Cadden was acquitted of second-degree murder under federal racketeering law in March, but he was convicted of conspiracy and fraud. The outbreak was traced to contaminated injections of medical steroids made by the New England Compounding Center in Framingham.
Prosecutors say Cadden, 50, ran the center in a dangerous way by skirting industry regulations on sterility to push production and make more money. Assistant U.S. Attorney Amanda Strachan said the center was "a massive, reckless and fraudulent organization."
At Cadden's sentencing Monday, victims told stories of shattered lives and unbearable loss caused by the tainted steroids made by Cadden's company.
Penny Laperriere of Detroit, whose husband, Lyn, died in 2012 after receiving a contaminated steroid shot, said Cadden destroyed her family.
"Who gave him the right to play God?" Laperriere said.
The Centers for Disease Control and Prevention traced outbreak of fungal meningitis and other infections in 20 states to contaminated injections of medical steroids, given mainly to people with back pain.
The CDC put the death toll at 64 as of October 2013. Federal prosecutors say 12 more people have died since then, raising the total to 76. More than 700 other people were sickened. Indiana, Michigan and Tennessee were hit the hardest.
The scandal prompted increased scrutiny on compounding pharmacies, which differ from ordinary drugstores in that they custom-mix medications and supply them directly to hospitals and doctors. In 2013, in reaction to the outbreak, Congress increased federal oversight of such pharmacies.
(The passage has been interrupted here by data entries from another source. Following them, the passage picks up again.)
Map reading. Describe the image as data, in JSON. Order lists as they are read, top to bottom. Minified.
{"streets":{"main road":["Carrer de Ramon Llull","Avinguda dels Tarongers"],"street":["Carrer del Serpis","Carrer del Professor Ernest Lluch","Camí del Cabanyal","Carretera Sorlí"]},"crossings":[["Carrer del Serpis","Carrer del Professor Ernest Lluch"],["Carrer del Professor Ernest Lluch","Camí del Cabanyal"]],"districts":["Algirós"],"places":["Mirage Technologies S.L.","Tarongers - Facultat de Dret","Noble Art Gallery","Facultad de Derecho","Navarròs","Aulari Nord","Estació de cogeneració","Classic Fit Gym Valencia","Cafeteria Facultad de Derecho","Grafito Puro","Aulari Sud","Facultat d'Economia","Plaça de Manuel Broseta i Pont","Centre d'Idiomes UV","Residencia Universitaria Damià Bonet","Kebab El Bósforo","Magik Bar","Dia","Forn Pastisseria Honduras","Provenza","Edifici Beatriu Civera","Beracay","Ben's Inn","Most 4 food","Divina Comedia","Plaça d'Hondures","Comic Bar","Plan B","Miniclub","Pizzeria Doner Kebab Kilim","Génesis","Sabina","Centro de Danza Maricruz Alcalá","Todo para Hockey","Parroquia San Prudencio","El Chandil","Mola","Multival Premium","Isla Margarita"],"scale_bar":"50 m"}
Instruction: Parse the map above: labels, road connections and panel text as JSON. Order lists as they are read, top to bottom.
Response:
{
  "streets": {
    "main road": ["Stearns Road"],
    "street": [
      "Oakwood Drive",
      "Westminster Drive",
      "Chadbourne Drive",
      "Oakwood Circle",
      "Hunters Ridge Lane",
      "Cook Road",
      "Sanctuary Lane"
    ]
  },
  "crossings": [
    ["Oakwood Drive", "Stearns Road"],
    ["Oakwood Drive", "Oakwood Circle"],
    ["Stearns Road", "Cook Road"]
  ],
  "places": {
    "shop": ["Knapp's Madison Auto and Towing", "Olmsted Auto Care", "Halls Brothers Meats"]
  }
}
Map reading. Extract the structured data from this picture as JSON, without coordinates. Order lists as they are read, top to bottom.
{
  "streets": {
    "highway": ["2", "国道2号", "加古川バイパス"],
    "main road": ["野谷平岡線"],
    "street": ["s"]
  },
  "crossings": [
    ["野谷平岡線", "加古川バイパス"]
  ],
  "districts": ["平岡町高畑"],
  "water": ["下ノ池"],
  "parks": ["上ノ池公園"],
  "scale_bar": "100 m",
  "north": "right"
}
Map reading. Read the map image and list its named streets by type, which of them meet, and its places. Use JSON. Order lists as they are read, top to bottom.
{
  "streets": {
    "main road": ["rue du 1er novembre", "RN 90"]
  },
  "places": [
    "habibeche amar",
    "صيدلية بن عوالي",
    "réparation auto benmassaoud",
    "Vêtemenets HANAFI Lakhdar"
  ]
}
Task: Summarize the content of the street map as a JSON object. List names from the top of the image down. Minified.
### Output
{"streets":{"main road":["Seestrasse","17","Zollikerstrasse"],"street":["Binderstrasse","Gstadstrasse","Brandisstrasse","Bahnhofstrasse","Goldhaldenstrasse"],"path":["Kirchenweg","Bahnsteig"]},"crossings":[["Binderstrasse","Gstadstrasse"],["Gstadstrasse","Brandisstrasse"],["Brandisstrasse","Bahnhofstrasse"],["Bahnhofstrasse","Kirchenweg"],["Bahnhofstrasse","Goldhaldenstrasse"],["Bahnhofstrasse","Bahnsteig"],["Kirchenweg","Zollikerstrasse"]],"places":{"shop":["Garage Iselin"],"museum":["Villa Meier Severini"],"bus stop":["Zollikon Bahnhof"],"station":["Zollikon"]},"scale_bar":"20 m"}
NECC used expired ingredients and falsified logs to make it look as if its so-called clean rooms, where drugs were made, had been disinfected, prosecutors said. After the outbreak, regulators found multiple potential sources of contamination, including standing water, as well as mold and bacteria in the air and on workers' gloved fingertips.
Cadden's lawyer, Bruce Singal, told the jury that Cadden wasn't responsible and pointed the finger at Glenn Chin, a supervisory pharmacist who ran the clean rooms. Chin, who has pleaded not guilty, is scheduled to go on trial in September.
NECC filed for bankruptcy after getting hit with hundreds of lawsuits. NECC and several related companies reached a $200 million settlement with victims and their families.